DOVER, De. – Goodbye 2020, and goodbye plastic bags. Single use plastic bags will now be a rare sight in Delaware.
Under the new law, stores larger than 7,000 square feet and smaller stores with at least three locations in Delaware of 3,000 square feet or more can no longer offer single use plastic bags.
Restaurants are not subject to the ban, nor are small stores with one or two locations.
The ban aims to reduce beach and roadside litter, save landfill space, increase recycling efforts and help recycling facilities from having to shut down when plastic bags get stuck in machinery.
“Everything is convenience. We are busy people, we do everything based on ‘what is the fastest, best way for me to do it. And sometimes that’s not always the best for the environment. If we want to leave something good behind for our kids, we have to start rethinking how we do these things. So bags are one of the first ways we can do this,” explained Adam Schlachter, program manager of the Delaware Department of Natural Resources and Environmental Control’s Pollution Prevention Program.
So what do you do if you have a ton of left over single use plastic bags?
“As part of this law, we are expanding the potential for the at-store plastic bag recycling side of things. So if people have more bags than they are really ever going to use, absolutely bring them back to the store and recycle them,” said Schlachter.

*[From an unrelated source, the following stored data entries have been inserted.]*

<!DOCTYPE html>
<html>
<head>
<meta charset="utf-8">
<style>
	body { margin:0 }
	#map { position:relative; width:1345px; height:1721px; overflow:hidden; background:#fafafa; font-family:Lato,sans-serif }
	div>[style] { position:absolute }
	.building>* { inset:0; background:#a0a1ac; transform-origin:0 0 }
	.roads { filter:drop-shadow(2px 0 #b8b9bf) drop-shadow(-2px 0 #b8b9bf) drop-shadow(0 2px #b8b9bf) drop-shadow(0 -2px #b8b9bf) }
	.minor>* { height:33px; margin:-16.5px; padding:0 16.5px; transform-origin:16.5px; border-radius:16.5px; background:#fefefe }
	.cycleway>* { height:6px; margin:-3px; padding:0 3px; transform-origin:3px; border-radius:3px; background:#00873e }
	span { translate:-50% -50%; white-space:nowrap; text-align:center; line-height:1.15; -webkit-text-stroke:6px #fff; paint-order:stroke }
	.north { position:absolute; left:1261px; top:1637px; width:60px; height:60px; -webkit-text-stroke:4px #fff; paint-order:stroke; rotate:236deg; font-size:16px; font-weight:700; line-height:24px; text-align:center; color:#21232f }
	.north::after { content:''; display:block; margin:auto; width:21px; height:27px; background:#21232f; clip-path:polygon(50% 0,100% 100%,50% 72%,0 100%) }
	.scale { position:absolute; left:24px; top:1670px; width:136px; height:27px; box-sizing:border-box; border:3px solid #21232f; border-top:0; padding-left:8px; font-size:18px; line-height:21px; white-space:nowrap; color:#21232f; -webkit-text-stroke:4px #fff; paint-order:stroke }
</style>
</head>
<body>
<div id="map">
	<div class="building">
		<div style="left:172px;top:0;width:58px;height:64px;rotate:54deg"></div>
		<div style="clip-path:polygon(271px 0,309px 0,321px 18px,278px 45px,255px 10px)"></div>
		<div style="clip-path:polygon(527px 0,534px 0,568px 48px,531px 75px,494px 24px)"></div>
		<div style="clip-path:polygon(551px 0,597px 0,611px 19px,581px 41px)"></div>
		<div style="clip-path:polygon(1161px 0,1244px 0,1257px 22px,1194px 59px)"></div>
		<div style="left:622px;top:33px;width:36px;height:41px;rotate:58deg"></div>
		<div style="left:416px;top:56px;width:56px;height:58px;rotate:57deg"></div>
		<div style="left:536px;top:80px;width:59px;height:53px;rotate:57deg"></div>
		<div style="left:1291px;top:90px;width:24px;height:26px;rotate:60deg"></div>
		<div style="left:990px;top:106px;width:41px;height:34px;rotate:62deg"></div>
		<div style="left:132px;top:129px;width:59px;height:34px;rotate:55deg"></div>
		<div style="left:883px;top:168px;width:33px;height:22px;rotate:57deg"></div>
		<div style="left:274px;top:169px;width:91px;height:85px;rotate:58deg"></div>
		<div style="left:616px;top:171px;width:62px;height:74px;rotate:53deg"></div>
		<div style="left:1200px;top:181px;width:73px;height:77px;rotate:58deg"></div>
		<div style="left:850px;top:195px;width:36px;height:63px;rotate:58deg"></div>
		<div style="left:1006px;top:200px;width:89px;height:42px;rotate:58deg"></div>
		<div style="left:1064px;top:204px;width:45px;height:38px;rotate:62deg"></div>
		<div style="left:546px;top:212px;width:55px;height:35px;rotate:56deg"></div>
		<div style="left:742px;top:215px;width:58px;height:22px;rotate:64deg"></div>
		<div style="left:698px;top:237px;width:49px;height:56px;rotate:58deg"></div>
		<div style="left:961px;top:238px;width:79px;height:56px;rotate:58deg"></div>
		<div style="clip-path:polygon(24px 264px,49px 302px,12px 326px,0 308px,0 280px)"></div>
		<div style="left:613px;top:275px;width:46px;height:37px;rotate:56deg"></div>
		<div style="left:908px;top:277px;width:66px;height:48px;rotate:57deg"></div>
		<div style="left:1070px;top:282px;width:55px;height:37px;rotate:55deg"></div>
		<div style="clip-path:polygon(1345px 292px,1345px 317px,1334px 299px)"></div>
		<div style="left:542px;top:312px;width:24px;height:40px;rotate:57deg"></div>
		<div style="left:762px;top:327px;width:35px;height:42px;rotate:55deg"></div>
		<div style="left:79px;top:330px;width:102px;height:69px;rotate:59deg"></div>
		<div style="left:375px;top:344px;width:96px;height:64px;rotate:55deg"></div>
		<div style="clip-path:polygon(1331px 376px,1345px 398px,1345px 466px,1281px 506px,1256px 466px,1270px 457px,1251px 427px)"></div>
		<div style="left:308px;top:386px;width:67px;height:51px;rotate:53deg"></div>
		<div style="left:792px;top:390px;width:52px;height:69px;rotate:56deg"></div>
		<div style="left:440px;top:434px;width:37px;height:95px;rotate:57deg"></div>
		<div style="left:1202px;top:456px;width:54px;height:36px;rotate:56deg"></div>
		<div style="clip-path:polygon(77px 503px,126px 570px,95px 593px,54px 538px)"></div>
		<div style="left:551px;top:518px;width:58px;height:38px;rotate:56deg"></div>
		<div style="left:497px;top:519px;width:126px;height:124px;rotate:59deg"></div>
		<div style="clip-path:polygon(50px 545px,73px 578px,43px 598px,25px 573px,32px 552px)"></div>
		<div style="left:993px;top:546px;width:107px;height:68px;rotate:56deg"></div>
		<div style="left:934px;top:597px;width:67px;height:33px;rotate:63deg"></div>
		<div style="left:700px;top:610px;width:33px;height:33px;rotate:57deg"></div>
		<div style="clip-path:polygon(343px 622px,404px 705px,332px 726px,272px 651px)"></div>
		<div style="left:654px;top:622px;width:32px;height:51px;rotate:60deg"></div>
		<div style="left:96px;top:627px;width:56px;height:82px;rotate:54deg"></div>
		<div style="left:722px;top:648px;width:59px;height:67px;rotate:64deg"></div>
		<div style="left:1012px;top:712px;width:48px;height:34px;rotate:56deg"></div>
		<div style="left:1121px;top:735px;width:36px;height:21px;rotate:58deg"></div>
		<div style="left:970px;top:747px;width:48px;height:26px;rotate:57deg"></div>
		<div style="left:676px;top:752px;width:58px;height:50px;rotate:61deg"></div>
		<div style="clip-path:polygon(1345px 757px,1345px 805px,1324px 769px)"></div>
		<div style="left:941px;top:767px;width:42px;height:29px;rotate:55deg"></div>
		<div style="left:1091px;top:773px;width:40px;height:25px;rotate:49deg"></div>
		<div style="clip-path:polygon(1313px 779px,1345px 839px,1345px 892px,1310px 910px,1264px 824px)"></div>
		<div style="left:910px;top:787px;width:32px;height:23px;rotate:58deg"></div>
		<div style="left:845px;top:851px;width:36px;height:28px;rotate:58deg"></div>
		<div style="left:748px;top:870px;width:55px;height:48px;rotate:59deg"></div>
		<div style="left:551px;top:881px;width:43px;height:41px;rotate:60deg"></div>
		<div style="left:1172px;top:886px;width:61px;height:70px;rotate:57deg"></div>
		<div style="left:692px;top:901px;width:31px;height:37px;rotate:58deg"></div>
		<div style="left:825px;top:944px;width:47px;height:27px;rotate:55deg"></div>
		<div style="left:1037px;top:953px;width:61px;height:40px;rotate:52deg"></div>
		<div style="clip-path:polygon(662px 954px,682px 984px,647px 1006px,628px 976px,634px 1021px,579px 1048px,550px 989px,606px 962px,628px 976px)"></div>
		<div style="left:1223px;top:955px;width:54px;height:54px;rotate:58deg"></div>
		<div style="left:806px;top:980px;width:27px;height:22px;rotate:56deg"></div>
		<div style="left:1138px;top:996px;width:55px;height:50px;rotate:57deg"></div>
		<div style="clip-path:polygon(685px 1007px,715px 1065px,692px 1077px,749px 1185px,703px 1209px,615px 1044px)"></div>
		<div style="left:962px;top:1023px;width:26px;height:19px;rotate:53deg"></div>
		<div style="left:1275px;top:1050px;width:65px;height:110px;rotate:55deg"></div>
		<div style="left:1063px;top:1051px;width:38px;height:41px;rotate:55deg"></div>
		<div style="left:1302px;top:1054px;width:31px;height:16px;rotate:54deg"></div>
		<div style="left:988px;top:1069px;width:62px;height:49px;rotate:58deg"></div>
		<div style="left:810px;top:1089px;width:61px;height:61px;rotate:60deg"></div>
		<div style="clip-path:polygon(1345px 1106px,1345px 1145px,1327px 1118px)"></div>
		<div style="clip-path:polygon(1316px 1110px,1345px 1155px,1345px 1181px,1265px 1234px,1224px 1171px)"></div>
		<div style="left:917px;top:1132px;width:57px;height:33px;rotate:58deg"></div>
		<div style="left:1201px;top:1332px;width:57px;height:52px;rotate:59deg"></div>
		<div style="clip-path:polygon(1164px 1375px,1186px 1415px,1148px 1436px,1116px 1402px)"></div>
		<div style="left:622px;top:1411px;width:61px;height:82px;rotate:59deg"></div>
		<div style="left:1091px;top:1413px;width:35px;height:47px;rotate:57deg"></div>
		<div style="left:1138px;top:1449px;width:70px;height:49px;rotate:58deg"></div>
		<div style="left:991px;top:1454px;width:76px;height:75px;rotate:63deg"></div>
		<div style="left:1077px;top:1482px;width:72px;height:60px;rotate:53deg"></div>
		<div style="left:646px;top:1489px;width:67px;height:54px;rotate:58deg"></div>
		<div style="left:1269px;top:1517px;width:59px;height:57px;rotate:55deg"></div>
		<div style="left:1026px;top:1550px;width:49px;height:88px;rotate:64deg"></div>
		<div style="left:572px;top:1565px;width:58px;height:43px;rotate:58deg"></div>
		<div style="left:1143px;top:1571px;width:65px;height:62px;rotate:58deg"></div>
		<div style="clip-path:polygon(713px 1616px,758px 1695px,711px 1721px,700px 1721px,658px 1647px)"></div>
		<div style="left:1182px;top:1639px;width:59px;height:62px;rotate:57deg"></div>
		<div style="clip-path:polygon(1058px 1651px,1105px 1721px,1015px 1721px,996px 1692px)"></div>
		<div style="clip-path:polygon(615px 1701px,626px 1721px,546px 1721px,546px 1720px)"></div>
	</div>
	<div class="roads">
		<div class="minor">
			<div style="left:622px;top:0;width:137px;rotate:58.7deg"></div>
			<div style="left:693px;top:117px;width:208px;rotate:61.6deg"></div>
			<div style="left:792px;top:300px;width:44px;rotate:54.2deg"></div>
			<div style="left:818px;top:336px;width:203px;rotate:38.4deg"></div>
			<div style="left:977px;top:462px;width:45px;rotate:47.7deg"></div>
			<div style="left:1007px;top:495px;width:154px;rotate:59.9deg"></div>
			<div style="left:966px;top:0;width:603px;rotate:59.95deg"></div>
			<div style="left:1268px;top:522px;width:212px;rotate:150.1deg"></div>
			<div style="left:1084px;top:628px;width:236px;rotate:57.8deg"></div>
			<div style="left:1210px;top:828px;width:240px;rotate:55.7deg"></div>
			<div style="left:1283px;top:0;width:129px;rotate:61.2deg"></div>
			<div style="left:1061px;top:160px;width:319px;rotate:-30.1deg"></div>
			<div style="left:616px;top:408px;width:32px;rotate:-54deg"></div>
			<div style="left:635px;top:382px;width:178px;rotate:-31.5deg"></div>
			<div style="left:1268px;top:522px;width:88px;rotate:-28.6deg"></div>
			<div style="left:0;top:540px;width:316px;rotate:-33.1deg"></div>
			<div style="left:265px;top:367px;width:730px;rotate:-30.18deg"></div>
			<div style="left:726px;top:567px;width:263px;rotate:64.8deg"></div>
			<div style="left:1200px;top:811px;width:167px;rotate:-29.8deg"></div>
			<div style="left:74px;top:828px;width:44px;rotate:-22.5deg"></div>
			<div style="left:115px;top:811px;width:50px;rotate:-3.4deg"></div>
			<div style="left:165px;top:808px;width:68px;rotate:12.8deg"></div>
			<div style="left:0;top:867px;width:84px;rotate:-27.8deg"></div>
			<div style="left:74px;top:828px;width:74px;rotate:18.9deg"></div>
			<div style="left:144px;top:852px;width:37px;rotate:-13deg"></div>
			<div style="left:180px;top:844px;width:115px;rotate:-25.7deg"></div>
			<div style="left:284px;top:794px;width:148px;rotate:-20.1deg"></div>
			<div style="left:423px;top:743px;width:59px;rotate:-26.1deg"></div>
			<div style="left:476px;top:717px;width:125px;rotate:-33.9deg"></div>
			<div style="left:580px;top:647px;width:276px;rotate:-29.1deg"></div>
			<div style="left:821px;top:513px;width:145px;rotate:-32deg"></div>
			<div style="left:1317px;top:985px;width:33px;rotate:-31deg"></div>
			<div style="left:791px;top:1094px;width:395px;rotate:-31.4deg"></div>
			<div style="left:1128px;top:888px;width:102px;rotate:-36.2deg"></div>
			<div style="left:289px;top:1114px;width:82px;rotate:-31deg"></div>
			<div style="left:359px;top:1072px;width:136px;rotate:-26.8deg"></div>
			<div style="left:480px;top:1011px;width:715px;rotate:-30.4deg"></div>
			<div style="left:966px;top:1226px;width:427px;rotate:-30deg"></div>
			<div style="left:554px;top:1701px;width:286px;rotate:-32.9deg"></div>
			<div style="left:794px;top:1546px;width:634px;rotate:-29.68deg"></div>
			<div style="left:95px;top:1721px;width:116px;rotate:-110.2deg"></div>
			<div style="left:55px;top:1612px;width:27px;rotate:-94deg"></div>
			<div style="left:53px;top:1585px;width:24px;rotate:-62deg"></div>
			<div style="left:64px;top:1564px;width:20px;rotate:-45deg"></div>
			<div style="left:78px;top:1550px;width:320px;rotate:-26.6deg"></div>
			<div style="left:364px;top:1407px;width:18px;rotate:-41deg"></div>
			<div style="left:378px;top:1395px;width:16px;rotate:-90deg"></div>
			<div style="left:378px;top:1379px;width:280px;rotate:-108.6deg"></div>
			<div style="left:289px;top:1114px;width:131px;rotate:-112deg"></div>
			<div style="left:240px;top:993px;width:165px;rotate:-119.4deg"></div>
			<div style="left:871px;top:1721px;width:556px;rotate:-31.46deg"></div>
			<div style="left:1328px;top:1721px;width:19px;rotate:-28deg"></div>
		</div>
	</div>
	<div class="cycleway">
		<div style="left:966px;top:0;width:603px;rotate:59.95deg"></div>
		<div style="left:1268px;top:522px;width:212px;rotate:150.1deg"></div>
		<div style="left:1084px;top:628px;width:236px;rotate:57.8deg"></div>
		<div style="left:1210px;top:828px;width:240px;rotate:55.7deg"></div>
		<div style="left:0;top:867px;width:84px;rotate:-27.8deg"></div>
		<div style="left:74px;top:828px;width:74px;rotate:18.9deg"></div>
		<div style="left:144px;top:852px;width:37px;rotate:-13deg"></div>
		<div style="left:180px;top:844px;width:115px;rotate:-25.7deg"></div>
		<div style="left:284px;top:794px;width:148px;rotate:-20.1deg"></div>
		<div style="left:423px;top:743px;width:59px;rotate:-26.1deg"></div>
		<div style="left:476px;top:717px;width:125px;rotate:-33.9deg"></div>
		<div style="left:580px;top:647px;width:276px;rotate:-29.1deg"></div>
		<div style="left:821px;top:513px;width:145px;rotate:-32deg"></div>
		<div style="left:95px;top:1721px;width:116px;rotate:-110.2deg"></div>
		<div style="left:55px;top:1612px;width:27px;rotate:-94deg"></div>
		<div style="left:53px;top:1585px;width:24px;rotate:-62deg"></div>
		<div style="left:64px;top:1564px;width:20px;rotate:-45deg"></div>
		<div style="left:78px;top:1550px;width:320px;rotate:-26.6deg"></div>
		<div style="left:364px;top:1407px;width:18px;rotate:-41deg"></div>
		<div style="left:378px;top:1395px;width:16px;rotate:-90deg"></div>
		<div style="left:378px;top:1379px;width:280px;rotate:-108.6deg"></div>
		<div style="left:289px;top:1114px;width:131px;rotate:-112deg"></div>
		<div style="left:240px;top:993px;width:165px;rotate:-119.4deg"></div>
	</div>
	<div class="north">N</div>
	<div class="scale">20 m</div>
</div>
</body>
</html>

As for consumers we spoke to at the Dover Redners, they don’t seem to mind the change.
“That’s fine, I don’t care. I’ll just figure out how to do without. I mean it’s not that much of a nuisance,” said Larry Gabbert of Dover.
Edward Quinn, also of Dover, agreed. “Well it’s a good idea to take away the plastic, you can see the mess plastic is making, it makes a mess. I think you might as well, get people used to it.”
DNREC estimates that each Delawarean uses about 434 plastic bags a year, and that nearly 2,400 tons of plastic bags from Delaware ends up in landfills each year.